Narganes, an English and Spanish major, was able to put her foreign language
skills
to good use.
"It
was a humbling experience," she says. "Some of the people we helped were professionals
in their own countries; they had to leave everything behind when they came to
this country. Here, they're working at any job they can
get."
Robinson said the experience at Mary House has influenced her to seek more volunteer
work after graduation. She plans to serve with either the Jesuit Volunteers International
(JVI) or AmeriCorps. Another of the summer interns, Carrie
Croucher '00, is staying at Mary House for the year as an AmeriCorps volunteer.
The
interns were inspired by Murphy's example. "He doesn't own anything for
himself," Narganes comments. "It's all for Mary House."
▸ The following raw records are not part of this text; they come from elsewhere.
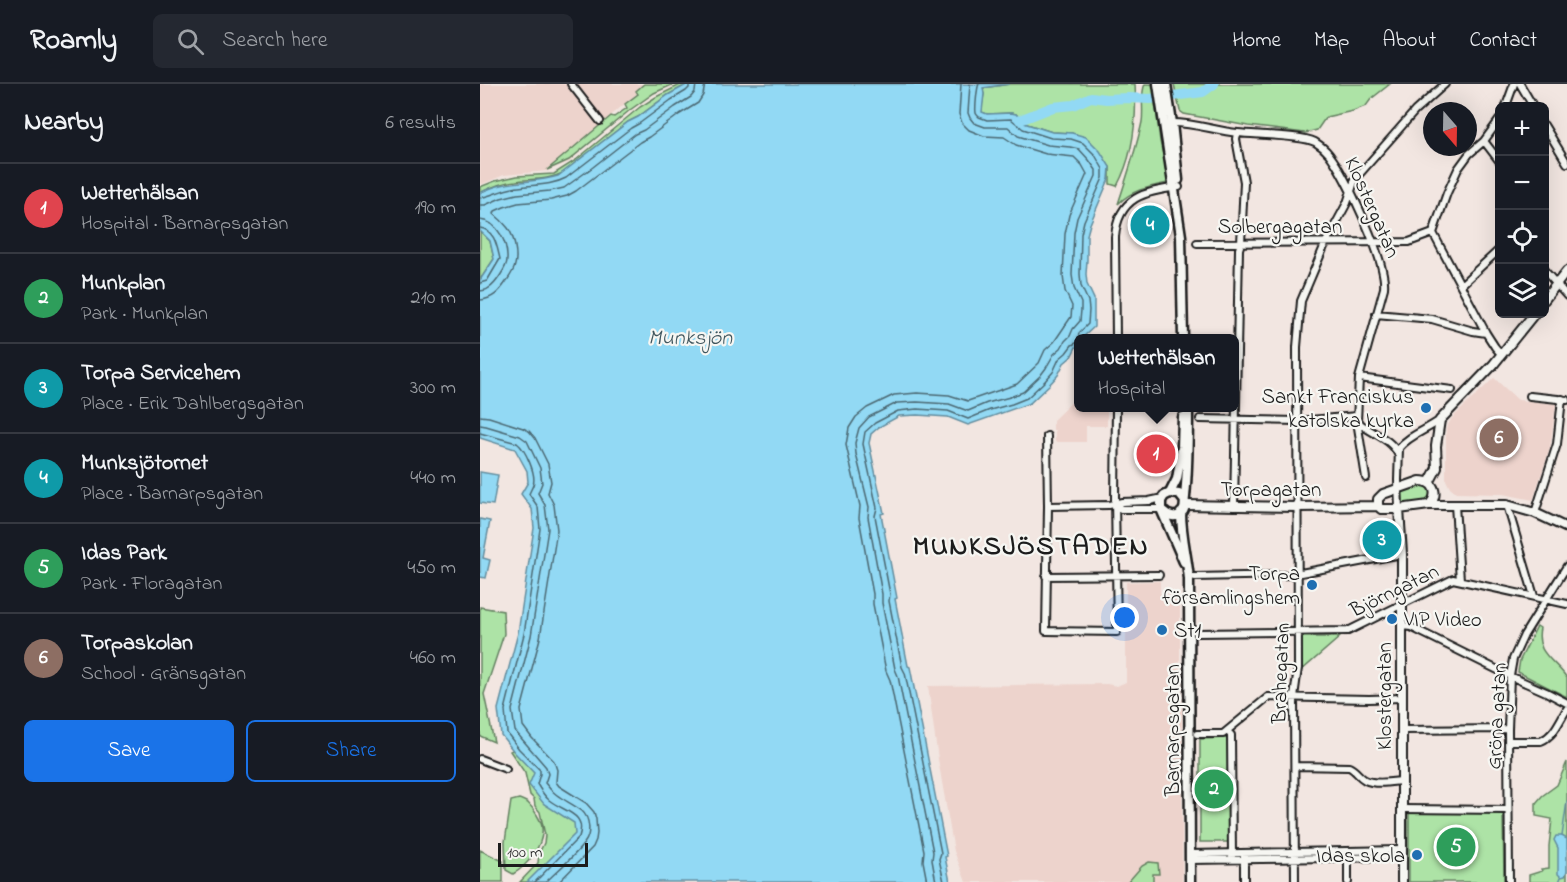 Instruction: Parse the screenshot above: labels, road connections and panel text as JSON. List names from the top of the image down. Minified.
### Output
{"streets":{"main road":["Barnarpsgatan"],"street":["Klostergatan","Solbergagatan","Torpagatan","Björngatan","Brahegatan","Gröna gatan"]},"crossings":[["Klostergatan","Solbergagatan"],["Klostergatan","Torpagatan"],["Klostergatan","Björngatan"],["Klostergatan","Brahegatan"],["Solbergagatan","Brahegatan"],["Torpagatan","Brahegatan"],["Torpagatan","Barnarpsgatan"],["Björngatan","Brahegatan"],["Björngatan","Gröna gatan"]],"districts":["MUNKSJÖSTADEN"],"water":["Munksjön"],"places":["Sankt Franciskus katolska kyrka","Torpa församlingshem","VIP Video","St1","Idas skola"],"scale_bar":"100 m","north":"bottom","page":{"header":"Roamly","search":"Search here","nav":["Home","Map","About","Contact"],"heading":["Nearby","6 results"],"map_buttons":["+","−"],"list":[{"mark":"1","name":"Wetterhälsan","note":"Hospital · Barnarpsgatan","value":"190 m"},{"mark":"2","name":"Munkplan","note":"Park · Munkplan","value":"210 m"},{"mark":"3","name":"Torpa Servicehem","note":"Place · Erik Dahlbergsgatan","value":"300 m"},{"mark":"4","name":"Munksjötornet","note":"Place · Barnarpsgatan","value":"440 m"},{"mark":"5","name":"Idas Park","note":"Park · Floragatan","value":"450 m"},{"mark":"6","name":"Torpaskolan","note":"School · Gränsgatan","value":"460 m"}],"pins":["4","6","1","3","2","5"],"popup":["Wetterhälsan","Hospital"],"buttons":["Save","Share"],"scale":"100 m"}} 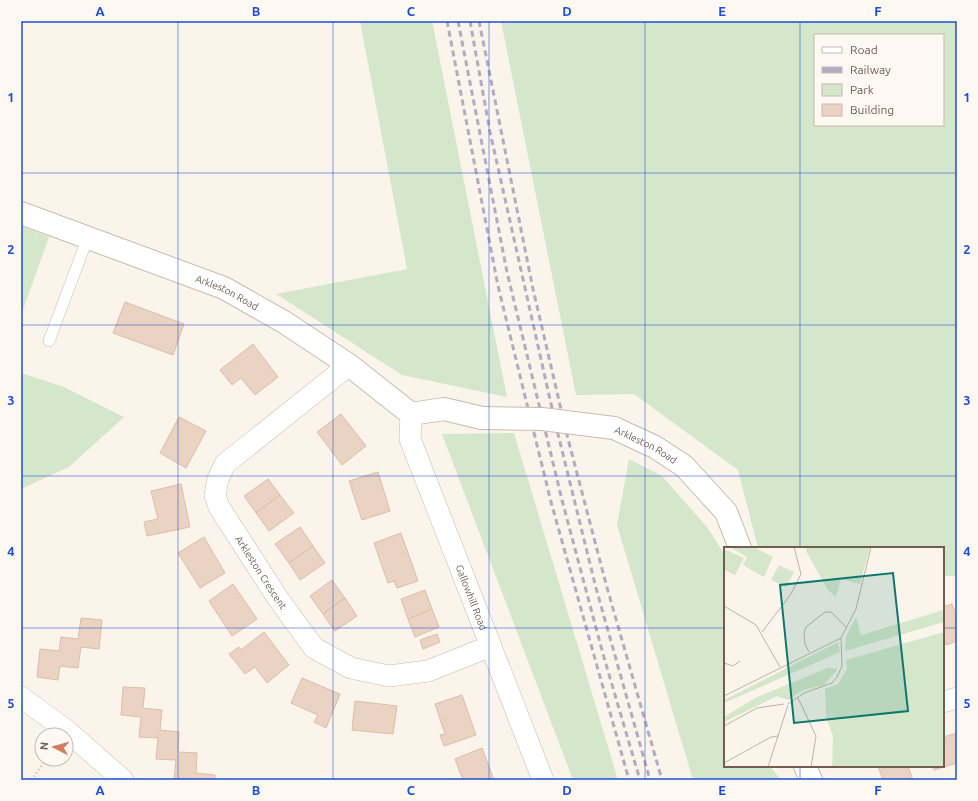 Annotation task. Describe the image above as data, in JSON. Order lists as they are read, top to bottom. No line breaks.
{"streets":{"street":["Arkleston Road","Arkleston Crescent","Gallowhill Road"]},"crossings":[["Arkleston Road","Arkleston Crescent"],["Arkleston Road","Gallowhill Road"],["Arkleston Crescent","Gallowhill Road"]],"legend":["Road","Railway","Park","Building"],"north":"left","grid":{"columns":["A","B","C","D","E","F"],"rows":["1","2","3","4","5"]}} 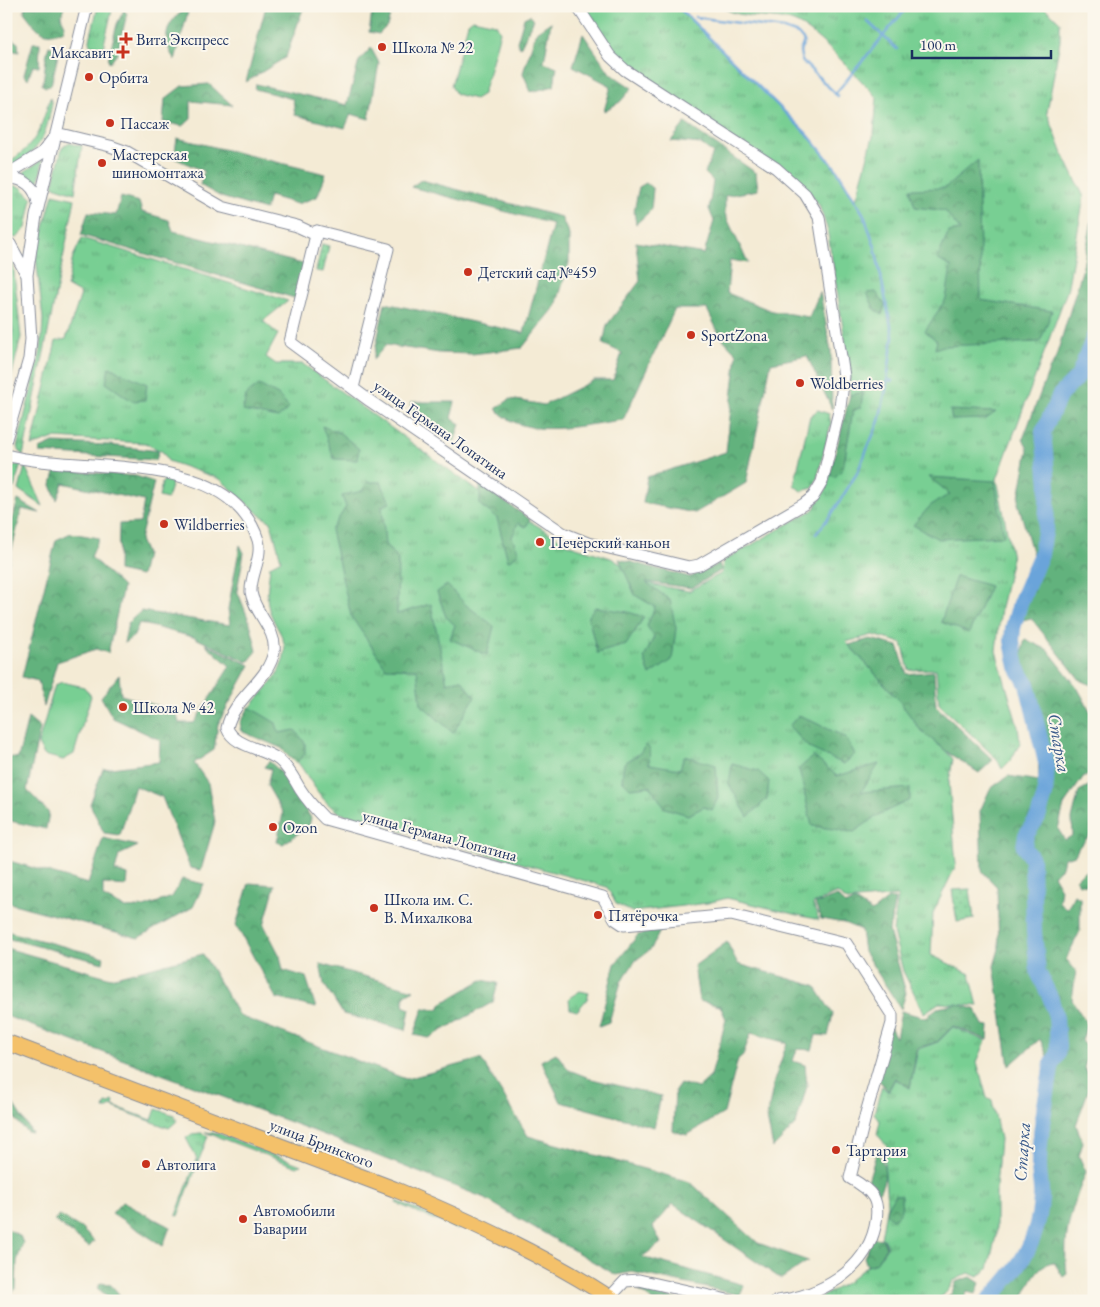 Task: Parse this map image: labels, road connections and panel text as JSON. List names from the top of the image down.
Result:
{
  "streets": {
    "main road": ["улица Бринского"],
    "street": ["улица Германа Лопатина"]
  },
  "water": ["Старка"],
  "places": {
    "health": ["Вита Экспресс", "Максавит"],
    "other": [
      "Школа № 22",
      "Орбита",
      "Пассаж",
      "Мастерская шиномонтажа",
      "Детский сад №459",
      "SportZona",
      "Woldberries",
      "Wildberries",
      "Печёрский каньон",
      "Школа № 42",
      "Ozon",
      "Школа им. С. В. Михалкова",
      "Пятёрочка",
      "Тартария",
      "Автолига",
      "Автомобили Баварии"
    ]
  },
  "scale_bar": "100 m"
} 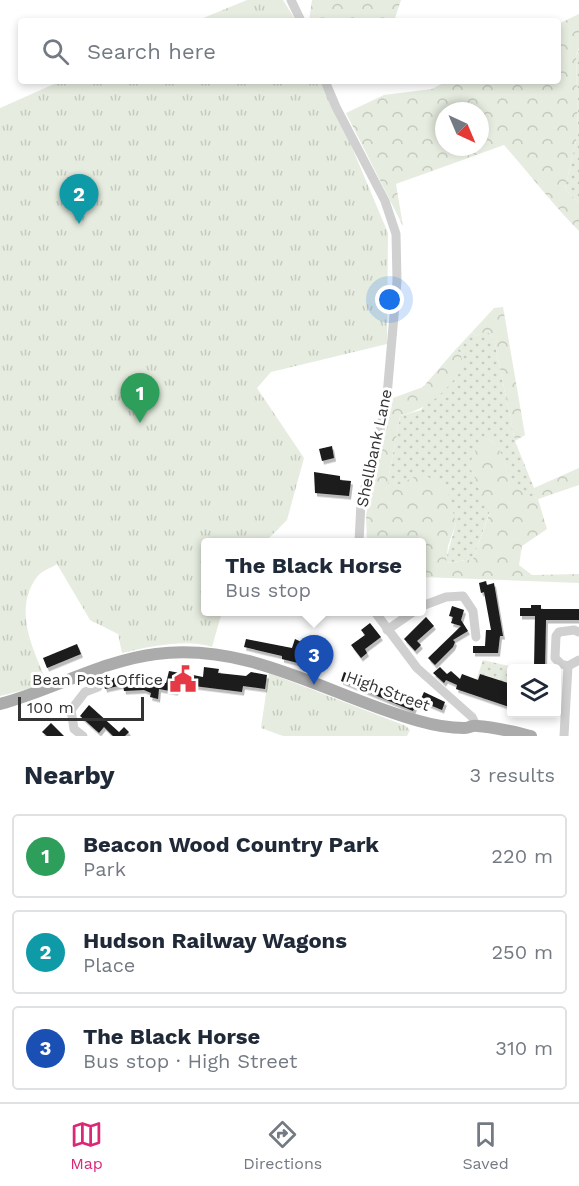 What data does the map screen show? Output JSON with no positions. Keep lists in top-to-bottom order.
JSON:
{
  "streets": {
    "main road": ["High Street"],
    "street": ["Shellbank Lane"]
  },
  "places": {
    "public building": ["Bean Post Office"]
  },
  "scale_bar": "100 m",
  "north": "bottom right",
  "page": {
    "search": "Search here",
    "pins": ["2", "1", "3"],
    "popup": ["The Black Horse", "Bus stop"],
    "scale": "100 m",
    "heading": ["Nearby", "3 results"],
    "list": [
      {
        "mark": "1",
        "name": "Beacon Wood Country Park",
        "note": "Park",
        "value": "220 m"
      },
      {
        "mark": "2",
        "name": "Hudson Railway Wagons",
        "note": "Place",
        "value": "250 m"
      },
      {
        "mark": "3",
        "name": "The Black Horse",
        "note": "Bus stop · High Street",
        "value": "310 m"
      }
    ],
    "nav": ["Map", "Directions", "Saved"]
  }
} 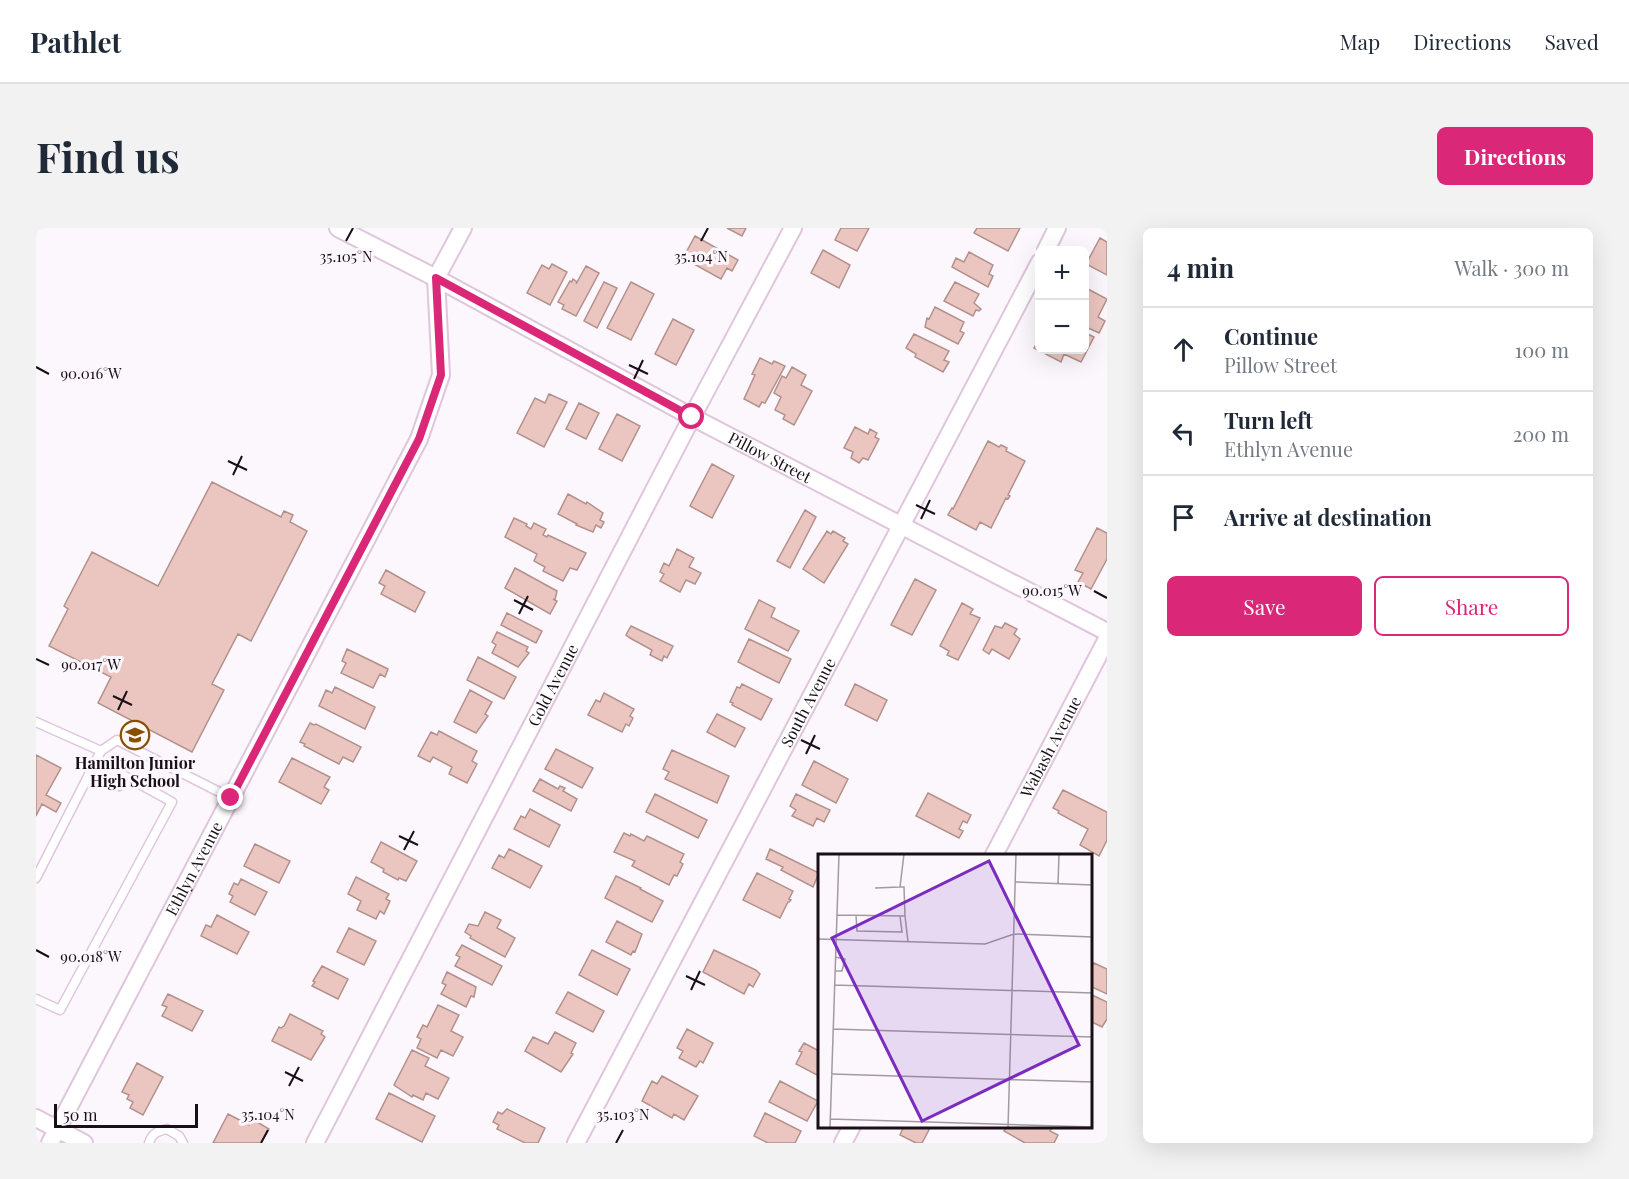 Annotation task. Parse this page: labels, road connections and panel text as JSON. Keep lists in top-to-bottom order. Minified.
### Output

During the summer, members of the Washington, D.C., alumni club joined the interns
in work days and social events at Mary House. They organized a tag sale that
raised $700 and sold raffle tickets that yielded another $4,000.
Earlier this year the Alumni Club helped Murphy pay off a mortgage for one of
the Mary House properties in a unique way. Murphy went on a challenge diet: he
lost 35 pounds and raised $35,000 to pay off a balloon mortgage due in May. The
Holy Cross Alumni Club members were major contributors and celebrated with Murphy
at a St. Patrick's Day luncheon.
This fall the Alumni Club pledged and walked in the 13th annual Help the Homeless
Walkathon on the Mall. Mary House interns had a goal of raising $10,000
for the shelter through the walkathon. Helping publicize the event were Alumni
Club members Chris Mathews '67 of NBC News, and Congressman Jim
Moran '67.
Though he turns over leadership of the Washington, D.C. Alumni Club at the end
of this year, Kennedy says he hopes the relationship with Mary House will become
a club tradition.
"Especially
since Bill is a fellow graduate, it makes it even more meaningful," Kennedy
says. "He stands for everything Holy Cross stands for."
Murphy often shares the following anecdote when he talks to people about Mary
House. When he first became aware of the problems of homeless people, his thoughts
were that "someone should do something." Then it struck him-"I'm someone, and
I could do something."
Following
his example are a lot of "someones" from the Holy Cross community.